Quantum-inspired edge enhancement has demonstrated efficacy across domains including medical image segmentation, autonomous systems, remote sensing, and low-shot annotation applications. Empirical studies report notable advances: boundary accuracy gains (2.1% absolute), small lesion recall boosts (3.8%), and near parity (or improvement) over classical algorithms (Dice score = 95.5% ± 0.3%, IoU = 91.2% ± 0.4%) (Dasoju et al., 2 Dec 2025).
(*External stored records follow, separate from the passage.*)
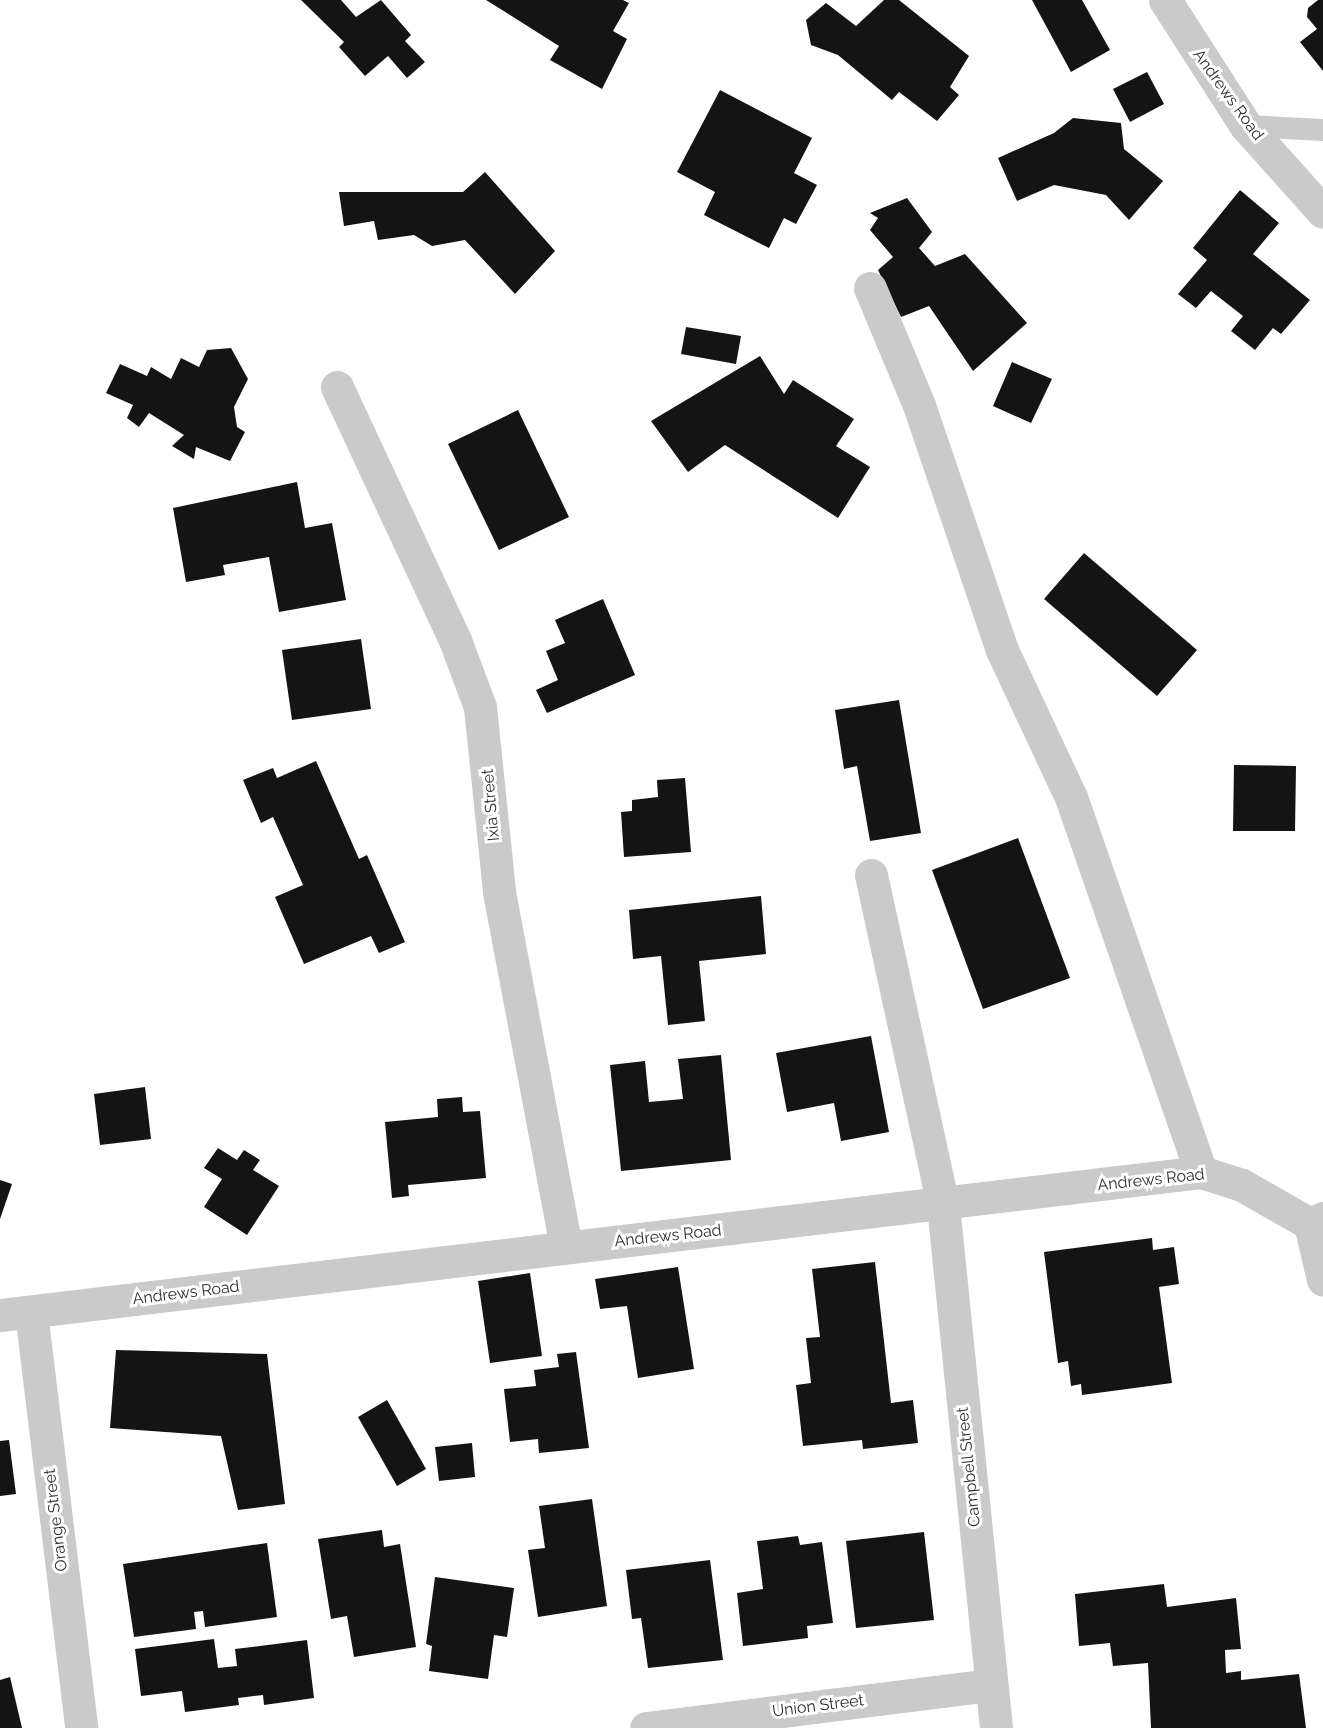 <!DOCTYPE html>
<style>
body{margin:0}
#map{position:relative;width:1323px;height:1728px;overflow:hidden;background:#fff;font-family:Raleway,sans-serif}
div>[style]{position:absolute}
.building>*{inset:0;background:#141414}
.service>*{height:22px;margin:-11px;padding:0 11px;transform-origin:11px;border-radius:11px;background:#cacaca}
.minor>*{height:33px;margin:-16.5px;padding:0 16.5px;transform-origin:16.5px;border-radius:16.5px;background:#cacaca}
span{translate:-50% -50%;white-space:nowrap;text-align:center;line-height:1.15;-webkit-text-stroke:6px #fff;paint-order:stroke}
.street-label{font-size:16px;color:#2d2d2d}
</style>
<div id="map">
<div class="building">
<i style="clip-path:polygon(301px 0,341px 0,356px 17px,381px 0,411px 35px,405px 41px,425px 62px,407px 78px,388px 56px,365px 76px,339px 47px,344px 42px)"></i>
<i style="clip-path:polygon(486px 0,623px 0,629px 3px,613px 31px,627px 39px,602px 89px,550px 60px,559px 46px)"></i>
<i style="clip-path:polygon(884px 0,899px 0,969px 56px,950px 87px,959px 95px,937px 121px,899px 92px,892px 100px,838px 55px,811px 45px,806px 20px,826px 3px,856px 26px)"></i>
<i style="clip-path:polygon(1032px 0,1082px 0,1110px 50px,1071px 72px)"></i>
<i style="clip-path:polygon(1318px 0,1323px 0,1323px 71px,1300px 42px,1317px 29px,1307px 17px,1308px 8px)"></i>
<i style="clip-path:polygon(1147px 72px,1164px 104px,1130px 122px,1113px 89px)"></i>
<i style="clip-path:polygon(720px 90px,812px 138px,794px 173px,817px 185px,796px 224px,784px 218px,769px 248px,704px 215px,715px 192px,677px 172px)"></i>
<i style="clip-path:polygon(1073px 118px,1121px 123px,1124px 149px,1163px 181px,1129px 220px,1106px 195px,1054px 185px,1017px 201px,998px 158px,1054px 133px)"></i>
<i style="clip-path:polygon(485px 172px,555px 251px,515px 294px,465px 240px,432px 246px,414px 235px,378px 240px,374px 221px,344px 226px,339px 192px,463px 192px)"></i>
<i style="clip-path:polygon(1240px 190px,1279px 223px,1253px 254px,1310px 300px,1281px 334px,1273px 328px,1255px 350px,1231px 331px,1243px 316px,1211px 291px,1196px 308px,1178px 294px,1207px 260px,1193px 248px)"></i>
<i style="clip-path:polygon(907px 198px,932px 232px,919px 248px,935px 266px,965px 254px,1027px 323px,973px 371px,929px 306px,901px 317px,878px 270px,893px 257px,870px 230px,878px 218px,870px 213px)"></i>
<i style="clip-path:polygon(686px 327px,741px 336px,736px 364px,681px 354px)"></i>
<i style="clip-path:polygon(231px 348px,248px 379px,234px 407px,237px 427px,245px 432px,230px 461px,196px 447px,194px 459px,172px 446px,184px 435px,149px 413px,139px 427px,127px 418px,133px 405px,106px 393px,120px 364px,147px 376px,151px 367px,171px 379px,181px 358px,199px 367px,207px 350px)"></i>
<i style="clip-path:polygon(760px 356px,784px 394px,793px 380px,854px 419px,836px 446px,870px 467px,838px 518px,725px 445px,688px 472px,651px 421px)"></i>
<i style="clip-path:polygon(1012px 362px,1052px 379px,1031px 423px,993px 406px)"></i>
<i style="clip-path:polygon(518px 410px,569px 517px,499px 550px,448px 444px)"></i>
<i style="clip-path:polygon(297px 482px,305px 528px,332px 523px,346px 600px,279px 612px,269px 557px,223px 565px,225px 575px,186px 582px,173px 508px)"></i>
<i style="clip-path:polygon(1084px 553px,1197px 650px,1157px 696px,1044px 599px)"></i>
<i style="clip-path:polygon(603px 599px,635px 675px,547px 713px,536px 690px,558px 680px,546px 651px,565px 643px,555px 620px)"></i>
<i style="clip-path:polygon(361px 639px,371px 709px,292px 720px,282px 650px)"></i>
<i style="clip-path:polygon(899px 700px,921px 833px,870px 841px,857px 766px,844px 769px,835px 710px)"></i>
<i style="clip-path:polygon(316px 761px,359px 859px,367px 855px,405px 942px,379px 953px,371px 936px,304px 964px,275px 897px,303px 885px,273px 817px,261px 823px,243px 780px,273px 768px,277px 778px)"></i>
<i style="clip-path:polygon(1234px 765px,1296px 766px,1295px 831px,1233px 831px)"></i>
<i style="clip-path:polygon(685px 778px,691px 852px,624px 857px,621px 812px,632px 811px,632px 800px,658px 797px,657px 780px)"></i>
<i style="clip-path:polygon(1018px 838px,1070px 978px,983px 1009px,932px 870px)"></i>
<i style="clip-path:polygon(761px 896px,766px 954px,699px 961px,705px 1021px,668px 1025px,661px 956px,633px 959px,629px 910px)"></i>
<i style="clip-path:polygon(871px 1036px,889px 1132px,841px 1141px,834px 1103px,787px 1112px,776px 1053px)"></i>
<i style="clip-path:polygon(721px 1055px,731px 1160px,621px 1171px,610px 1065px,645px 1061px,649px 1102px,683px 1099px,678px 1059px)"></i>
<i style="clip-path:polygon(145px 1087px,151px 1139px,100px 1145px,94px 1094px)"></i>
<i style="clip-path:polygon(462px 1097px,463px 1112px,480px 1111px,486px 1178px,408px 1185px,409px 1196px,392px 1198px,385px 1122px,438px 1117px,437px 1099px)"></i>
<i style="clip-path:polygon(218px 1148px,237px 1160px,244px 1150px,260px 1160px,253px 1170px,279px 1186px,247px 1235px,204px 1207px,222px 1179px,204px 1168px)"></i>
<i style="clip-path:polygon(0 1180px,12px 1184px,0 1219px)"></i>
<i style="clip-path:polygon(1152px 1238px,1153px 1250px,1174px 1247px,1179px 1284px,1159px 1287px,1172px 1383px,1082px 1395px,1081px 1384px,1071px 1386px,1068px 1361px,1058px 1363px,1044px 1252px)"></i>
<i style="clip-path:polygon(875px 1262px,891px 1403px,913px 1400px,918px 1443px,863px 1449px,862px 1440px,803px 1446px,796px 1385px,811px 1383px,806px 1338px,820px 1337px,812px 1269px)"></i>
<i style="clip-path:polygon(678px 1267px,694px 1369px,638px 1378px,627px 1306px,600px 1309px,595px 1279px)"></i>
<i style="clip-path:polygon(530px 1273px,542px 1356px,490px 1363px,478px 1281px)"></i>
<i style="clip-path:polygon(116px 1350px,267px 1354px,285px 1504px,238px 1510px,221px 1436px,110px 1428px)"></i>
<i style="clip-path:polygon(576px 1352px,589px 1448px,539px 1453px,538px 1439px,510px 1442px,504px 1389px,536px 1386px,534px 1370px,559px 1367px,557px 1354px)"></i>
<i style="clip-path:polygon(387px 1400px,426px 1469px,397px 1486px,358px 1417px)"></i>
<i style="clip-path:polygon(9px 1440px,16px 1494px,0 1496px,0 1441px)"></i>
<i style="clip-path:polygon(472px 1443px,475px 1477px,439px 1481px,435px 1447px)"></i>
<i style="clip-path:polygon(592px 1499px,607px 1606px,538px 1617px,528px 1550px,545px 1548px,539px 1506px)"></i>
<i style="clip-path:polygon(382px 1530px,384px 1547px,400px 1544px,416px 1647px,354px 1657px,347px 1616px,331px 1619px,318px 1539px)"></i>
<i style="clip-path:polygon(924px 1532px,934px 1620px,856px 1628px,846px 1541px)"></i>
<i style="clip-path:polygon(798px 1536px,800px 1545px,822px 1542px,833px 1623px,807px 1626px,808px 1638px,743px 1646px,737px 1593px,763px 1589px,757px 1541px)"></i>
<i style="clip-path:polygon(267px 1543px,277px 1617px,205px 1627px,203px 1611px,194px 1612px,196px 1629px,134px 1637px,123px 1564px)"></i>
<i style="clip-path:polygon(710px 1560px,723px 1660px,648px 1668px,641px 1618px,632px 1619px,626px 1570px)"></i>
<i style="clip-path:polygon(435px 1577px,514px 1588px,507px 1637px,494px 1635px,488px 1679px,429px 1671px,432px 1646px,426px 1644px)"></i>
<i style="clip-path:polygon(1164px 1584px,1167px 1607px,1236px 1598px,1241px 1649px,1225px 1650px,1226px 1673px,1241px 1671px,1241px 1680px,1299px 1674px,1306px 1728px,1151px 1728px,1148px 1663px,1113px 1666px,1110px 1643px,1079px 1646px,1075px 1594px)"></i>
<i style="clip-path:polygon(214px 1639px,218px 1668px,237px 1666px,235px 1649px,307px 1640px,314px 1698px,264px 1705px,263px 1695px,238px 1698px,239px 1705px,185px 1712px,182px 1691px,141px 1696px,135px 1649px)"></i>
<i style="clip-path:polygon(10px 1677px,22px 1728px,0 1728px,0 1680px)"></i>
</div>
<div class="service">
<i style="left:1246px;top:126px;width:77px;rotate:3deg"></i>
</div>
<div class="minor">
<i style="left:1165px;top:0;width:150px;rotate:57.3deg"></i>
<i style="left:1246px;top:126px;width:115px;rotate:48.2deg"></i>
<i style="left:870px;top:288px;width:127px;rotate:67.3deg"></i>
<i style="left:919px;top:405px;width:259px;rotate:71.3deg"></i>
<i style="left:1002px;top:650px;width:162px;rotate:64.9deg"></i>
<i style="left:1071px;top:797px;width:397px;rotate:70.9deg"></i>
<i style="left:337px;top:387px;width:279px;rotate:65deg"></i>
<i style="left:455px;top:640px;width:72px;rotate:69.5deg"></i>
<i style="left:480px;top:707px;width:186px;rotate:84.1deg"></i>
<i style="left:499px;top:892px;width:361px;rotate:79.3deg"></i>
<i style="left:871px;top:875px;width:338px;rotate:77.7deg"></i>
<i style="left:943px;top:1205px;width:526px;rotate:84.21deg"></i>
<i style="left:1310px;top:1224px;width:57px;rotate:76.9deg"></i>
<i style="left:31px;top:1312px;width:419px;rotate:83.1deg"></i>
<i style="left:0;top:1315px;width:1209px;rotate:-6.79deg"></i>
<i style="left:1201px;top:1172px;width:43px;rotate:17.6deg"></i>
<i style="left:1242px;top:1185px;width:78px;rotate:29.8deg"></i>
<i style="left:1310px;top:1224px;width:14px;rotate:-25deg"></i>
<i style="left:646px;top:1728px;width:348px;rotate:-7.1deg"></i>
</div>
<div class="street-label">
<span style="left:1228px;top:95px;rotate:54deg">Andrews Road</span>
<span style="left:491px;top:805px;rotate:-95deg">Ixia Street</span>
<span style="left:1151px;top:1180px;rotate:-6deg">Andrews Road</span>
<span style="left:668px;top:1236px;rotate:-6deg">Andrews Road</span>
<span style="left:186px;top:1293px;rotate:-7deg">Andrews Road</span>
<span style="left:969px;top:1467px;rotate:-96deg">Campbell Street</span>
<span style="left:56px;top:1520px;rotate:-97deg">Orange Street</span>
<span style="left:818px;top:1706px;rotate:-7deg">Union Street</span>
</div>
</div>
Scalable variants achieve robust edge detection even for volumetric MRI data under realistic noise models and distributed processing environments (Billias et al., 15 Jul 2025).

Future directions include efficient circuit synthesis for high-dimensional encoding, adaptive threshold schemes via quantum amplitude estimation, extension of quantum-inspired architectures to color and multi-modal images, continuous development of error mitigation strategies on near-term hardware, and investigation of fully coherent pipelines combining quantum and quantum-inspired primitives for texture and segmentation tasks.

Quantum-inspired edge enhancement thus represents a rigorous intersection of quantum information concepts and high-performance classical image analysis, offering scalable, noise-robust, and resource-efficient methodologies likely to catalyze advances in edge-centric vision tasks (Geng et al., 2022, Rohida et al., 9 Jul 2025, Shubha et al., 2024, Dasoju et al., 2 Dec 2025, Grigoryan et al., 2022, Jain et al., 31 Jan 2025, Billias et al., 15 Jul 2025, Mastriani, 2014).